═════ SUPPLIED MATERIAL ═════
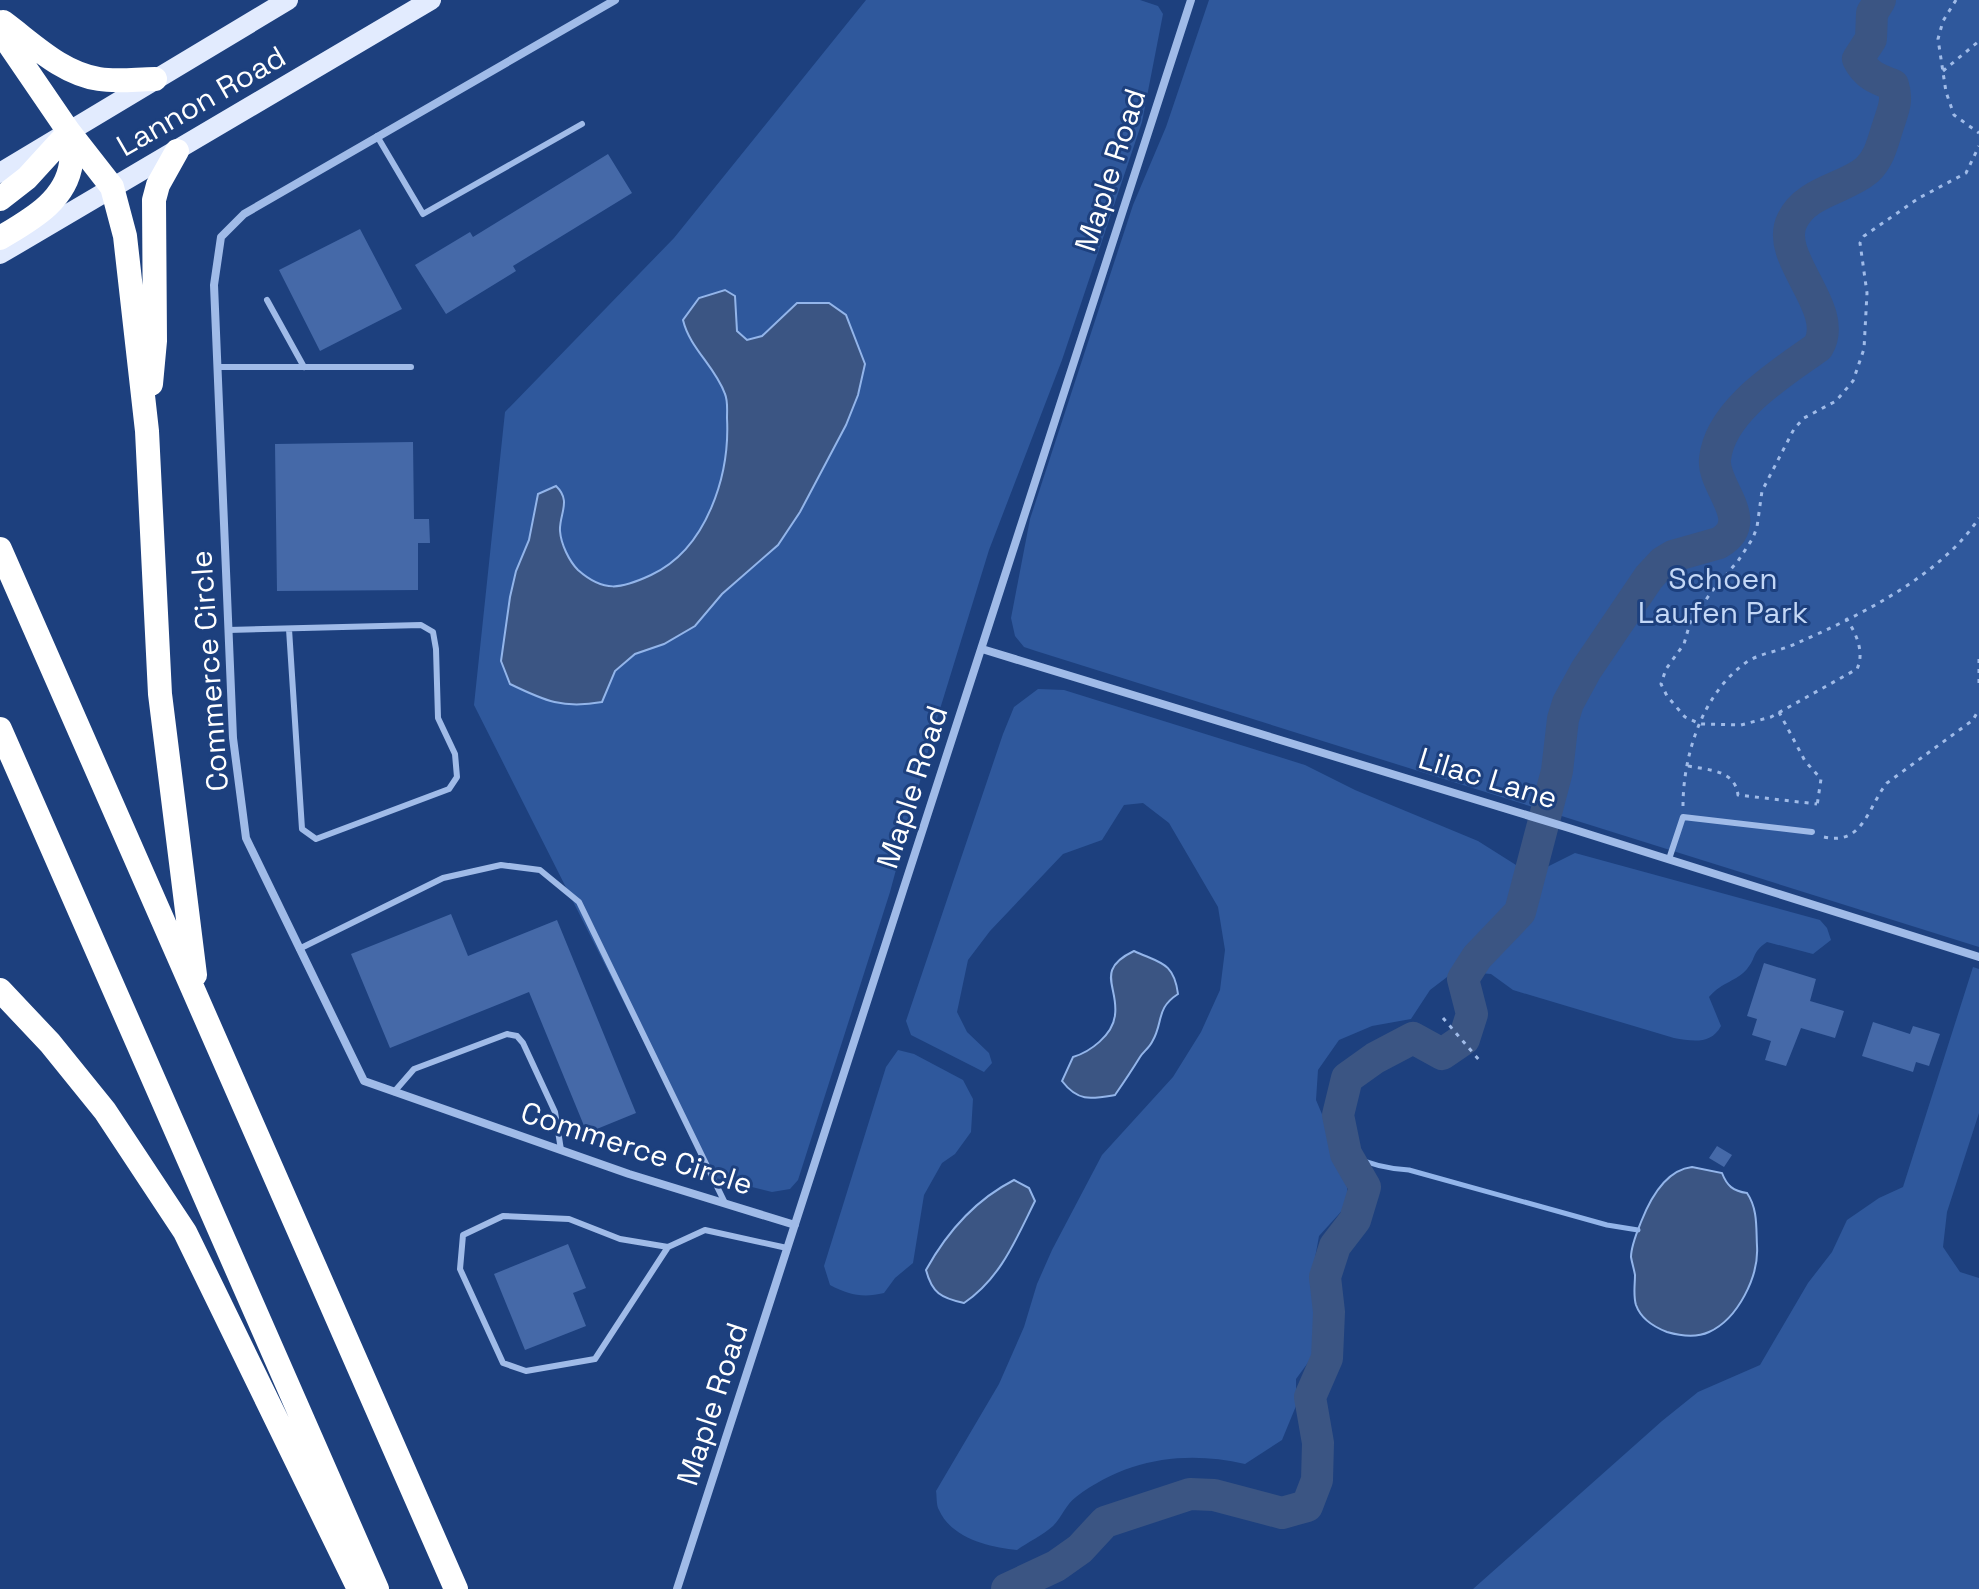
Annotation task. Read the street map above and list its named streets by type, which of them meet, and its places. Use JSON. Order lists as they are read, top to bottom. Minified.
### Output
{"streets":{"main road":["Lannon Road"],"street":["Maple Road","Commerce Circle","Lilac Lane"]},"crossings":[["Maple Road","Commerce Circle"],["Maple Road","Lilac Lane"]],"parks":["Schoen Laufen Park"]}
═════
═════ SUPPLIED MATERIAL ═════
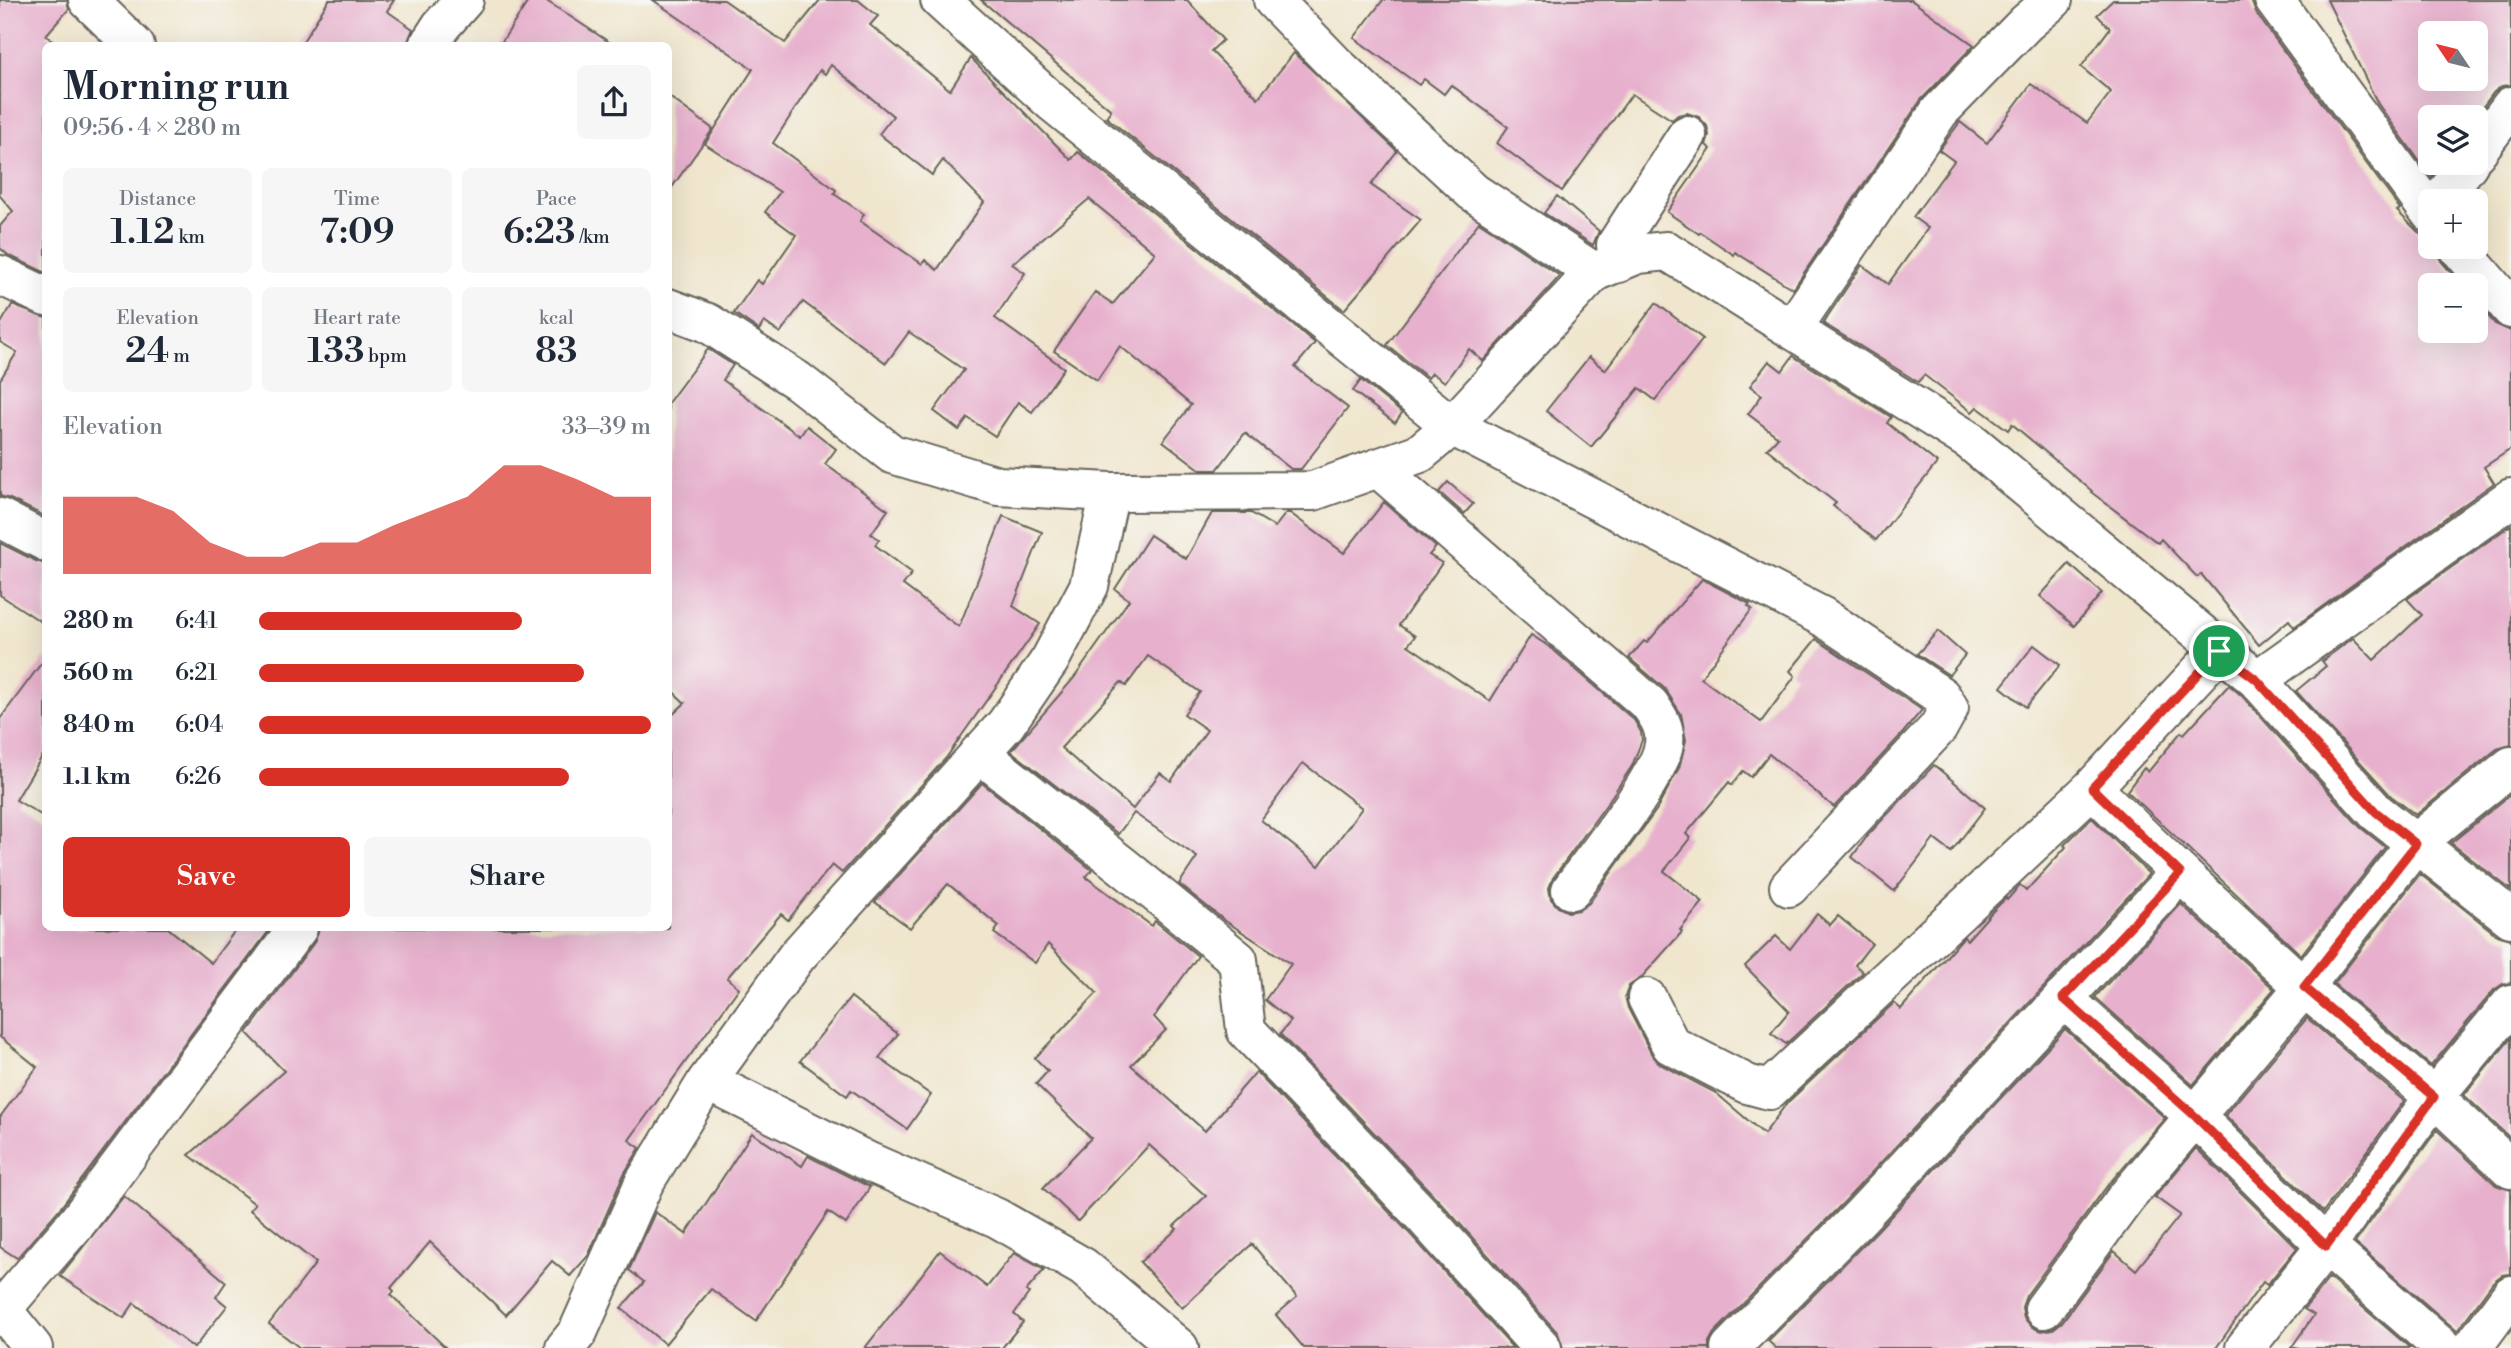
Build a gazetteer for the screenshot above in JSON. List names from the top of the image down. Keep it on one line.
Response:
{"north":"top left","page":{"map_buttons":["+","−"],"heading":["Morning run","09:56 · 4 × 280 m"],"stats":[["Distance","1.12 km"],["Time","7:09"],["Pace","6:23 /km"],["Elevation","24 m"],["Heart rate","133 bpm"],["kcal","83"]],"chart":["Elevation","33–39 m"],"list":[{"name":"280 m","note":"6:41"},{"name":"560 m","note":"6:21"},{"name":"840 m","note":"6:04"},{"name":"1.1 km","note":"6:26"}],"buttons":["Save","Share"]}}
═════
▸ TASK TO COMPLETE
Return every line of the listing that has the word "JSON" in it.

▸ EXERCISE RESULT
Annotation task. Read the street map above and list its named streets by type, which of them meet, and its places. Use JSON. Order lists as they are read, top to bottom. Minified.
Build a gazetteer for the screenshot above in JSON. List names from the top of the image down. Keep it on one line.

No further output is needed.